Newb Question...

PaulRB

Senior Member
If the 2 LEDs on one pin can't be made to work, just move one of them to the serial out programming pin. It won't interfere with program download (although it will flash during download).
 

inglewoodpete

Senior Member
Two more things to fix or simplify. The download circuit is drawn wrong. The tip is earthed (0v/common)

Unless you're trying to produce 32 different key values from the keypad, the circuit is way, way too complicated. Use 5 simple push-to-make twitches (tactile ones are ideal) and 5 or 6 resistors in a chain. Keep it simple and breadboard each concept first!
 

laserhawk64

Senior Member
inglewoodpete, the idea with the R-2R ladder is to make it so that when someone hits two buttons at once, it doesn't freak ;)

Thanks for the tip on the, er, tip. I'll fix that.
 

inglewoodpete

Senior Member
inglewoodpete, the idea with the R-2R ladder is to make it so that when someone hits two buttons at once, it doesn't freak ;)
Why? I doubt that other manufacturers would go to that expense.
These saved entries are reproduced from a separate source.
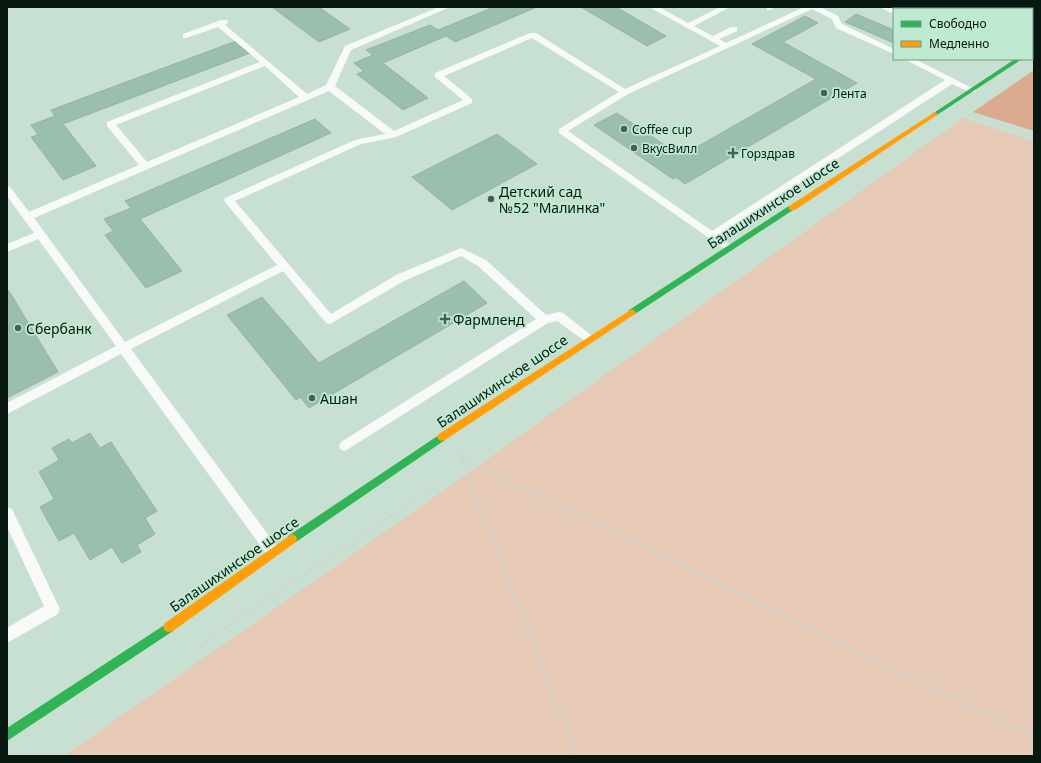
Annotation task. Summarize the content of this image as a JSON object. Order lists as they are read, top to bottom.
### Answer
{
  "streets": {
    "main road": ["Балашихинское шоссе"]
  },
  "places": {
    "other": [
      "Лента",
      "Coffee cup",
      "ВкусВилл",
      "Детский сад №52 \"Малинка\"",
      "Сбербанк",
      "Ашан"
    ],
    "health": ["Горздрав", "Фармленд"]
  },
  "legend": ["Свободно", "Медленно"]
}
What would happen if two or buttons were pressed at once? You'd still get an output, still not a valid one. Unless you want to specifically take no action when those mis-keys occur. It must be a real problem but then I'm not a gamer.
 

laserhawk64

Senior Member
OK, so how would YOU do that part of the circuit, such that two buttons could be pressed without giving an invalid input?
 

AllyCat

Senior Member
Hi,

What is required to happen if two (or more) buttons are pressed concurrently? i.e. Act as if only one was pressed (does it matter which?), Act on both, or as if none was pressed? Can any combination be pressed (some can be avoided by using "rocker" switches in pairs for example)?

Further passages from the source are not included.